I say this as a Marty Brodeur acolyte: Roberto Luongo is the
best keeper in the NHL right now. If the Rangers don’t trap
the Vezina for Lundqvist, it’s Luongo’s to lose. But beyond
charity, he gets The Goalie of 2007 because he had the sack to
stand up to the NHL’s change-whores and proclaim that he’d
quit if the league expanded the size of the goals. Whether he
meant it or not, it’s nice to hear a player say “’nuff’s
enough” with the changes.
CHUCK WEPNER “WE GOT A BLEEDER!” AWARD: David Koci,
Chicago Blackhawks. Decided to fight Zdeno Chara, and came
away looking like he just went 20 minutes with Cactus Jack in
a barbed wire cage match. Z’s still waiting for an apology
after Koci had the nerve to allow fragments of his skull to
become lodged in the folds of Chara’s knuckles.
EXECUTIVE MOST FAMILIAR WITH THE UNDERSIDE OF A BUS: John
Ferguson, Jr. of Toronto, after being tossed under one by MLSE
President Richard Peddie, who called Ferguson’s hiring a
THE BEST THINGS ABOUT XM HOME ICE: The news-making
commentary and informative banter between E.J. Hradek and Don
LaGreca on “NHL Live,” which has become mandatory listening
for any American hockey fan; the continued comedic charm of
Jim “Boomer” Gordon, whose laid-back delivery at times
obscures his often-brilliant insight; and the occasional
spell-binding moment when Phil Esposito will let his guard
down and let us into his treasure trove of slightly scandalous
stories about hockey’s golden years.
THE WORST THING ABOUT XM HOME ICE: Dwayne Klessel’s daily
rumor-mongering phone-in. Whatever it is about his act that
(allegedly) plays well in print as part of the “Eklund”
character, it doesn’t translate to radio or, as we saw on
Sportsnet at the deadline, on television. There’s a better
chance of Barry Melrose opening up a rib joint in Newark than
something journalistically significant emerging from these XM
segments. It’s like listening to paint dry — if that paint
was, in fact, a witless panderer whose triangulated insights
have the depth of a motel kiddie pool.
PREMATURE ADULATION OF 2007: Mike Richards, Philadelphia
Flyers.
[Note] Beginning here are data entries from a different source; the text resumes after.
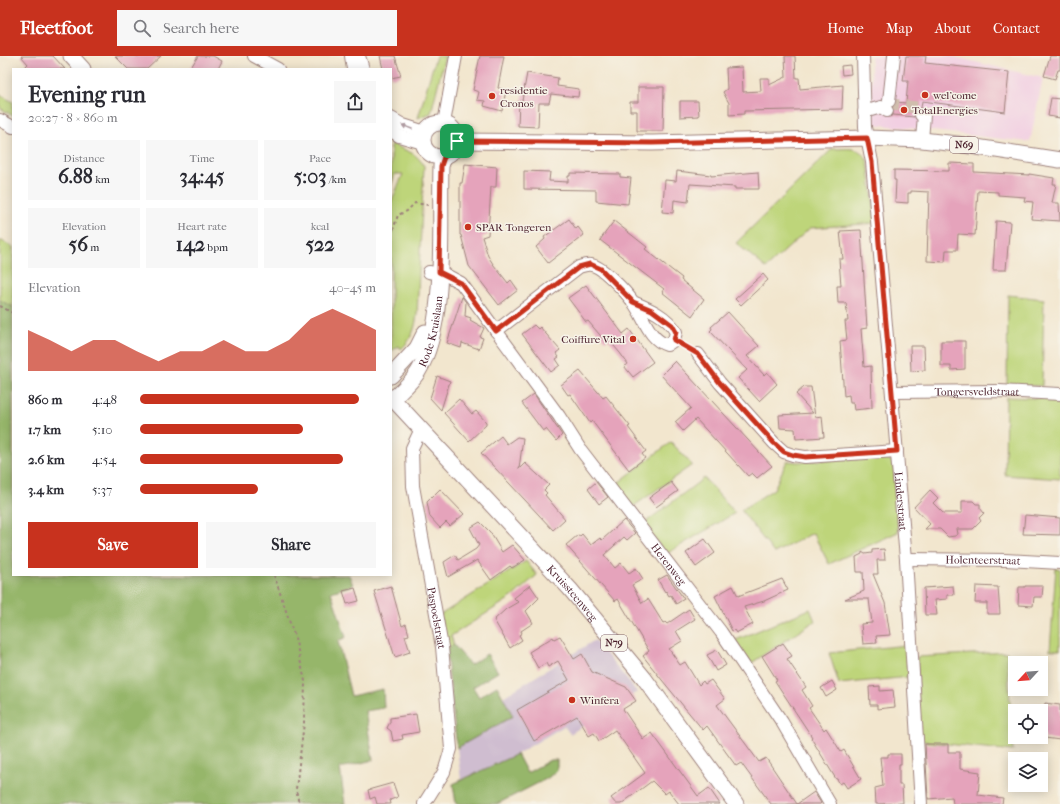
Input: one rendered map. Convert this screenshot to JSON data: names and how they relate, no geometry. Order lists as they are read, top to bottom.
{
  "streets": {
    "main road": [
      "N69",
      "Rode Kruislaan",
      "Kruissteenweg",
      "N79"
    ],
    "street": [
      "Tongersveldstraat",
      "Linderstraat",
      "Holenteerstraat",
      "Herenweg",
      "Paspoelstraat"
    ]
  },
  "crossings": [
    ["N69", "Rode Kruislaan"],
    ["N69", "Linderstraat"],
    ["Rode Kruislaan", "Herenweg"],
    ["Rode Kruislaan", "Kruissteenweg"],
    ["Tongersveldstraat", "Linderstraat"],
    ["Linderstraat", "Holenteerstraat"],
    ["Kruissteenweg", "Paspoelstraat"]
  ],
  "places": [
    "wel'come",
    "residentie Cronos",
    "TotalEnergies",
    "SPAR Tongeren",
    "Coiffure Vital",
    "Winfera"
  ],
  "north": "bottom left",
  "page": {
    "header": "Fleetfoot",
    "search": "Search here",
    "nav": [
      "Home",
      "Map",
      "About",
      "Contact"
    ],
    "heading": ["Evening run", "20:27 · 8 × 860 m"],
    "stats": [
      ["Distance", "6.88 km"],
      ["Time", "34:45"],
      ["Pace", "5:03 /km"],
      ["Elevation", "56 m"],
      ["Heart rate", "142 bpm"],
      ["kcal", "522"]
    ],
    "chart": ["Elevation", "40–45 m"],
    "list": [
      {
        "name": "860 m",
        "note": "4:48"
      },
      {
        "name": "1.7 km",
        "note": "5:10"
      },
      {
        "name": "2.6 km",
        "note": "4:54"
      },
      {
        "name": "3.4 km",
        "note": "5:37"
      }
    ],
    "buttons": ["Save", "Share"]
  }
}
Not taking anything away from the kid, who is an
outstanding player. But $69 million over the next 12 seasons
promises something more than outstanding, and I’m not
confident that a player with 21 goals and 45 points in 138
games entering this season has earned that yet. Simon Gagne,
by contrast, had 47 goals and 107 points in his first two
seasons. Had the Flyers inked him to a Richards-like contract
in Year 3, they would have gotten three superstar seasons, one
sub-par season, and two injury-plagued seasons — including
2007-08, which has seen Gagne face the fallout from a
concussion. Ask a Flyers fan about star players and
concussions, and you’ll understand why inking any star to a
12-year deal is a foray into the land of uncertainty (a land
where, I believe, Johan Holmqvist was born).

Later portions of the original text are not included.